In 1965, President Lyndon Johnson signed the Civil Rights
Act into law. However, problems continued for the country. The 1960's
were a time of much unrest, and Dr. King became convinced that poverty
was the driving factor for this. Not only poverty of African-Americans,
but poverty of poor whites, Hispanics, and Asians. When his focus broadened
across the issues facing all racial groups, he once again found resistance
from members of his only coalition. They felt that Dr. King should keep
his focus on the issues facing African-Americans. He felt that all down-trodden
people should be helped and continued to push for the rights of all
working Americans. It was this cause that took him to Memphis, Tennessee.
On April 3, 1968, Dr. King marched with striking sanitation
workers in Memphis. In what would be his last speech, Dr. King urged
the strikers to press ahead. "I just want to do God's will and
he allowed me to go up to the mountain. I've looked over and I've seen
the promise land. I may not go there with you, but I want you to know
tonight that we as a people will get the promise land," King stated
to the crowd of striking workers from all races. The next day, he was
shot and killed leaving his hotel room.
In the last speech, Dr. King left a message for us all.

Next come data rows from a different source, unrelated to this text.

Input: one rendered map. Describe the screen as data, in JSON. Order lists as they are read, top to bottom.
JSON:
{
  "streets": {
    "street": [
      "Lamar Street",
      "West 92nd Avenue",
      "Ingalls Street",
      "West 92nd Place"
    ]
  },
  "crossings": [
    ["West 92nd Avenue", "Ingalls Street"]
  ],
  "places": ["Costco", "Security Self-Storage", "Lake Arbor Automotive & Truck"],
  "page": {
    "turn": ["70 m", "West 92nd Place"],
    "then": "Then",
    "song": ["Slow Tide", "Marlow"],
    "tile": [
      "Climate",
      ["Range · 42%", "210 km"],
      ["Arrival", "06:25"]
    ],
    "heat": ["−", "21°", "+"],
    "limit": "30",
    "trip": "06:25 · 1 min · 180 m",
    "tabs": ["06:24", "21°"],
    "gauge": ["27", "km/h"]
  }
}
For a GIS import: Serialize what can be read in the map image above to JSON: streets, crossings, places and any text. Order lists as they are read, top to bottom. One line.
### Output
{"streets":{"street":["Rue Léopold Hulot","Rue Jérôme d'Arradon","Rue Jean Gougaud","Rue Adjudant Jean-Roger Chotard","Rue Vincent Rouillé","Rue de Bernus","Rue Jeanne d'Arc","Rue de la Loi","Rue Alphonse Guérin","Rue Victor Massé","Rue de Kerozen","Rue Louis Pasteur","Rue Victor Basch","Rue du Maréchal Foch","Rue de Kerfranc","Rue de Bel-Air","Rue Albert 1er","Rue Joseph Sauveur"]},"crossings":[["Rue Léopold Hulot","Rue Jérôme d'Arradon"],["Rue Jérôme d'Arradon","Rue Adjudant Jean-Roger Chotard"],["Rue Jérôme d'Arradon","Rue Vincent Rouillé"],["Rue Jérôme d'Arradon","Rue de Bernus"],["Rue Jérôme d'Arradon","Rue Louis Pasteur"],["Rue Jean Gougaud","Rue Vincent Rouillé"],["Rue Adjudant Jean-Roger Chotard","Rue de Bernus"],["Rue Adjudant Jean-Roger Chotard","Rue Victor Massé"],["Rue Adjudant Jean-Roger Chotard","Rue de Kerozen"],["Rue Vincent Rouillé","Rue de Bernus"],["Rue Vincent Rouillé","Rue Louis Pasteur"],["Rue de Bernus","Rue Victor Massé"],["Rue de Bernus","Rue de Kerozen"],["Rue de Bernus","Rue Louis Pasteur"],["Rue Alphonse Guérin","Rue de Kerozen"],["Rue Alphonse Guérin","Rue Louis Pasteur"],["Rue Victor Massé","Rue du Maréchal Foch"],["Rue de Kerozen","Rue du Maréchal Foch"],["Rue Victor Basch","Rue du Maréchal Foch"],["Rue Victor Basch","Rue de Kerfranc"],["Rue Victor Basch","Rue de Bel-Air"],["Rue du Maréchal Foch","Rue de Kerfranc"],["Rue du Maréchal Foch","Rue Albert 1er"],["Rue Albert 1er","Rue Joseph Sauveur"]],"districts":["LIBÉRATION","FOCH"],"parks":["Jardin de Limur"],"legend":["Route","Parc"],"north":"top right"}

A message that we should seek out all those who are down-trodden and
lift down our hand to them and be willing to stand and be counted. Struggles
continue today. While much progress has been made, there is still much
to do. We in labor know this struggle and fight it everyday. We fight
it on the picket lines, we fight it at the bargaining table, we fight
it in the halls of Washington and we fight it on foreign soils where
people are persecuted and put to death for banding together. Dr. King
had a dream, and that dream lives today in each of us. For that dream
to be a reality, we each must be willing to step out and be counted
when the time comes to stand up for one another.
On January 20, local unions all around the country will
stop and remember Dr. King and the contributions he made to people of
all races. May we never forget the sacrifices that have been made to
insure the rights we enjoy today.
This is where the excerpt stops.